§ Work request
Take from the material every line containing the string "column" and copy it.
_ _ _
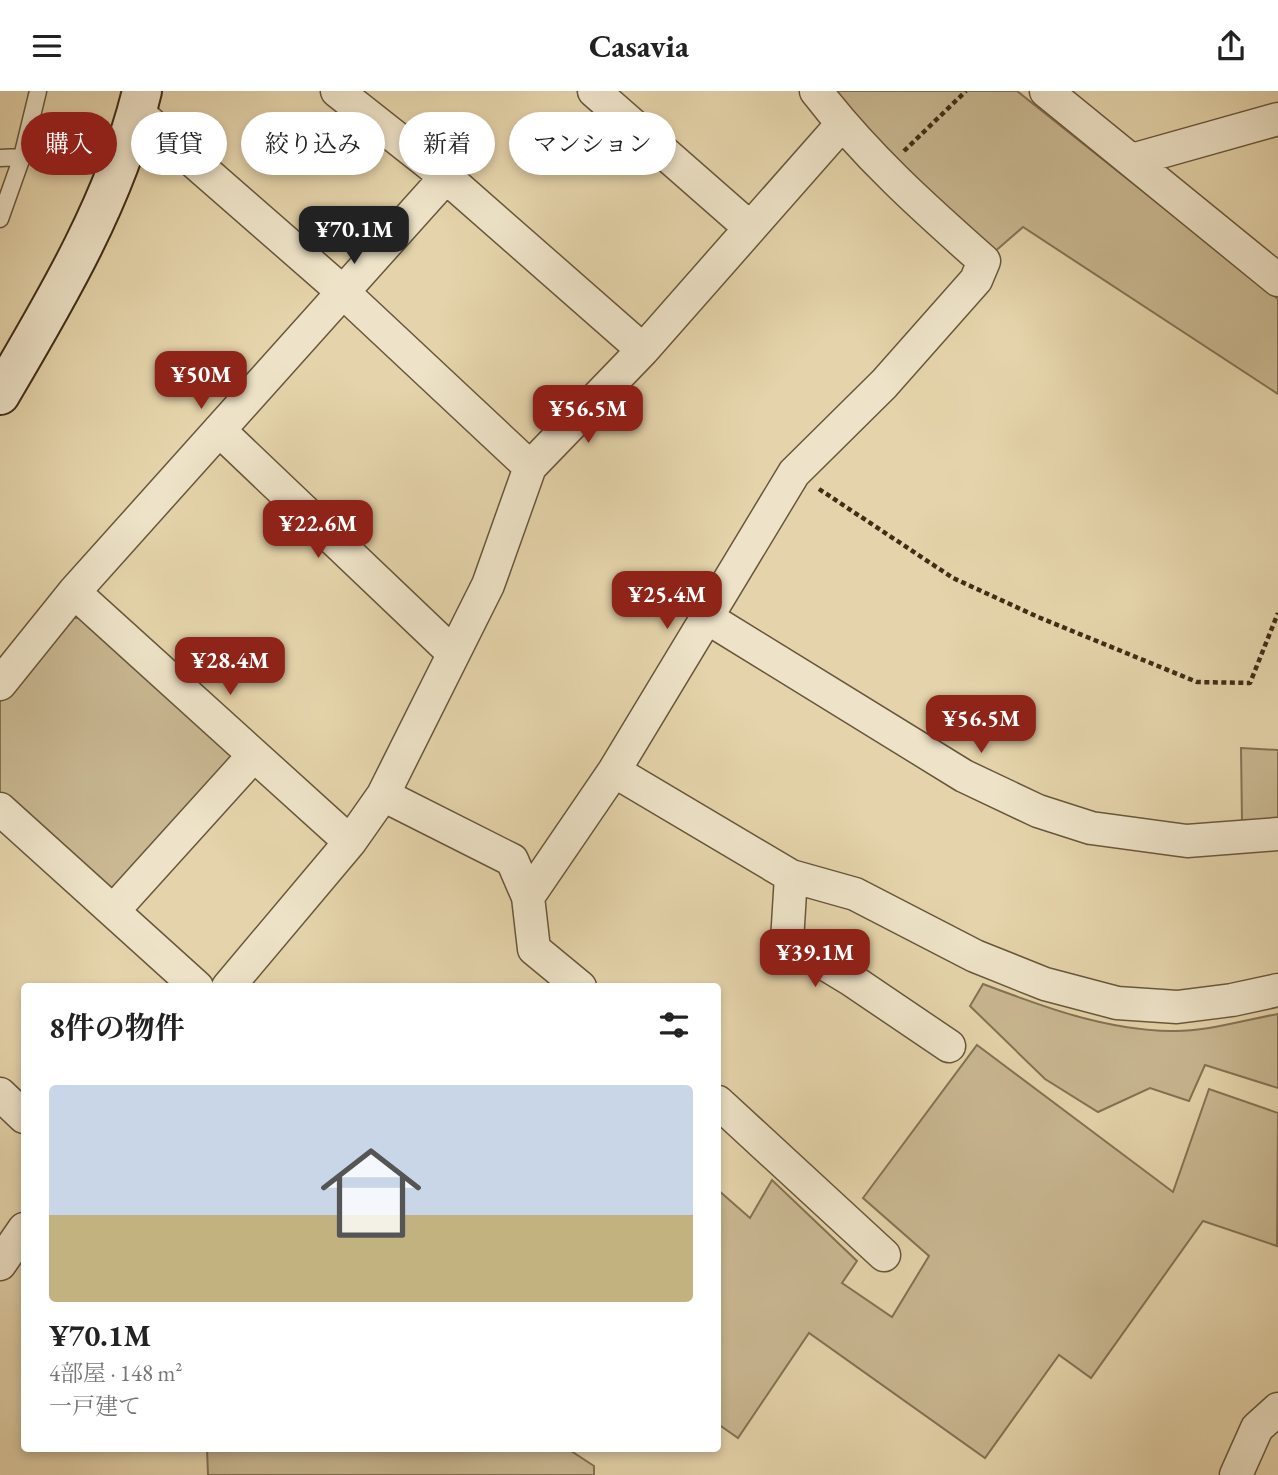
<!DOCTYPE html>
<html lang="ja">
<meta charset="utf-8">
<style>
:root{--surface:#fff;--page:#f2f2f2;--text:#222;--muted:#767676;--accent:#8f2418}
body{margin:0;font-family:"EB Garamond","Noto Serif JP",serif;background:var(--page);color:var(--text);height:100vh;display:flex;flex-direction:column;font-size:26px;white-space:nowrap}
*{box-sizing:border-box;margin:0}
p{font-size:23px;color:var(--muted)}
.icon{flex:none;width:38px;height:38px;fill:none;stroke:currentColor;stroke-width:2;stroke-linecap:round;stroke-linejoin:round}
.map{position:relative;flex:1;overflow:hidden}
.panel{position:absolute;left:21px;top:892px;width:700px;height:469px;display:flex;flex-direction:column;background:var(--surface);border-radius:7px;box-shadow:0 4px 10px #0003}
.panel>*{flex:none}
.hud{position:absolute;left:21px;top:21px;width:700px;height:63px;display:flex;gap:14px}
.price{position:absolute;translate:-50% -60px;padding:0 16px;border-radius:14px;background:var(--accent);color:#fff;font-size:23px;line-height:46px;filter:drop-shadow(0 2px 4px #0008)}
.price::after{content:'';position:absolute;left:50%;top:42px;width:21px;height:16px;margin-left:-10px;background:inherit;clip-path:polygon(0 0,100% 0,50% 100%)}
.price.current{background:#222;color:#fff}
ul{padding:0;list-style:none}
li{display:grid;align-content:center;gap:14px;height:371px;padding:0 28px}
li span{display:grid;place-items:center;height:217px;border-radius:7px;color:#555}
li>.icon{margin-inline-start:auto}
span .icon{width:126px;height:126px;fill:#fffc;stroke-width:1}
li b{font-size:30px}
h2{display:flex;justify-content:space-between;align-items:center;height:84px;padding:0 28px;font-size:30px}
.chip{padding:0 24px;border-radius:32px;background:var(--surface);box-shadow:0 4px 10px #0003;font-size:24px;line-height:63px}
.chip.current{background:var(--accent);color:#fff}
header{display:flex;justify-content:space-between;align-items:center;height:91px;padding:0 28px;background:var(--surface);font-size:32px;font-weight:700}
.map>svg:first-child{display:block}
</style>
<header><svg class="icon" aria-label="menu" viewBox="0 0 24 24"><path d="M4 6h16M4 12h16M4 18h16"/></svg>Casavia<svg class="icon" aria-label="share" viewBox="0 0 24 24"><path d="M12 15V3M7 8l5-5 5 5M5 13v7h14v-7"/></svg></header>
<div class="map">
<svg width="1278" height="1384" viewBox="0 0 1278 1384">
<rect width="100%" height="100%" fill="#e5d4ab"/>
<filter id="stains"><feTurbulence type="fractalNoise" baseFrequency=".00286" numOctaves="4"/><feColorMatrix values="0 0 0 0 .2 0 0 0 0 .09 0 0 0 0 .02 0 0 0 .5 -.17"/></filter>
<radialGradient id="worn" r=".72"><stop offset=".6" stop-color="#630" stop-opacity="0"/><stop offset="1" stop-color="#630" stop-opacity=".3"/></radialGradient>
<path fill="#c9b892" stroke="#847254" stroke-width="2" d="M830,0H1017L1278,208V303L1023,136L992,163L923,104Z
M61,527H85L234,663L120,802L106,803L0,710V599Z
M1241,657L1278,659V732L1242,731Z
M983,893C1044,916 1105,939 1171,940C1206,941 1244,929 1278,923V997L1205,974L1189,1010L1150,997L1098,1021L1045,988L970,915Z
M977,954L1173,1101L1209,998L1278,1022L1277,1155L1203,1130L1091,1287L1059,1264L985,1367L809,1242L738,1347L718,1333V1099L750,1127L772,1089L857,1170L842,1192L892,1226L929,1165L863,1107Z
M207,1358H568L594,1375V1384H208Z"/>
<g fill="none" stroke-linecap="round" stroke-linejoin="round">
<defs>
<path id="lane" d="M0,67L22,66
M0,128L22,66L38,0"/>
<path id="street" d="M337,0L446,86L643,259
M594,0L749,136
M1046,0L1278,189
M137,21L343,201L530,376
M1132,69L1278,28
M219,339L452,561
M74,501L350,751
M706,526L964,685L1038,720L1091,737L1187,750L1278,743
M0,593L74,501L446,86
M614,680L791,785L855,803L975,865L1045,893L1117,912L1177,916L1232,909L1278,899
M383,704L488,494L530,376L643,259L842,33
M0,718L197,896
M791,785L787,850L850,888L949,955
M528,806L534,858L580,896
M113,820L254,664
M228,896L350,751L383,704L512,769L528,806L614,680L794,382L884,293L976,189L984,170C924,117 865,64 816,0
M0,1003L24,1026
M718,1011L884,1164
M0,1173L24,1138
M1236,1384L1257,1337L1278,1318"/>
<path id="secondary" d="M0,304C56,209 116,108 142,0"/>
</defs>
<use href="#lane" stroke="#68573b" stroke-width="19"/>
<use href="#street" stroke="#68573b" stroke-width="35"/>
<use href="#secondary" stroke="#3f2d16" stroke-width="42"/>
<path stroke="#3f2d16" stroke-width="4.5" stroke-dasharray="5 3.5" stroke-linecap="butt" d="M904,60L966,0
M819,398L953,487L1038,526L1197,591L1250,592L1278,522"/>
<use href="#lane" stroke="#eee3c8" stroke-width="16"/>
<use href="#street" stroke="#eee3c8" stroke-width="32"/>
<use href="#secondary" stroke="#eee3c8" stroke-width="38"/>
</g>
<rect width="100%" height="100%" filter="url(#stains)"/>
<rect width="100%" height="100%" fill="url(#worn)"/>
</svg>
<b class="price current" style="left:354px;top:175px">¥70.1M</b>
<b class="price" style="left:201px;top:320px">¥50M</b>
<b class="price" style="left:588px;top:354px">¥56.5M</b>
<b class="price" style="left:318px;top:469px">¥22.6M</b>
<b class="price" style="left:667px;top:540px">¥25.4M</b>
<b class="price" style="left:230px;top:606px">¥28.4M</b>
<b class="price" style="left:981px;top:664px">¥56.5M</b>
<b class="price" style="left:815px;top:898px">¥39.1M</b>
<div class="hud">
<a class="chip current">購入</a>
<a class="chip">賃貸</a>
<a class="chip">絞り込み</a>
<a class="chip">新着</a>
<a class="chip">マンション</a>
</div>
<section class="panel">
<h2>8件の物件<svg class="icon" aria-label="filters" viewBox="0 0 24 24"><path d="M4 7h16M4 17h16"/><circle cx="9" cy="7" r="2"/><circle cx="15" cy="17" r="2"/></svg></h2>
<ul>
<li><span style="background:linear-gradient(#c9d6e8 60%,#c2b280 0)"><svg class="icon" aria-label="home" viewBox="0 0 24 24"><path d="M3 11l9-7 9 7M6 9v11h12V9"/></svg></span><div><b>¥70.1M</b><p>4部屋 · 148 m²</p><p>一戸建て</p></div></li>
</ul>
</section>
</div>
_ _ _
§ Result below
body{margin:0;font-family:"EB Garamond","Noto Serif JP",serif;background:var(--page);color:var(--text);height:100vh;display:flex;flex-direction:column;font-size:26px;white-space:nowrap}
.panel{position:absolute;left:21px;top:892px;width:700px;height:469px;display:flex;flex-direction:column;background:var(--surface);border-radius:7px;box-shadow:0 4px 10px #0003}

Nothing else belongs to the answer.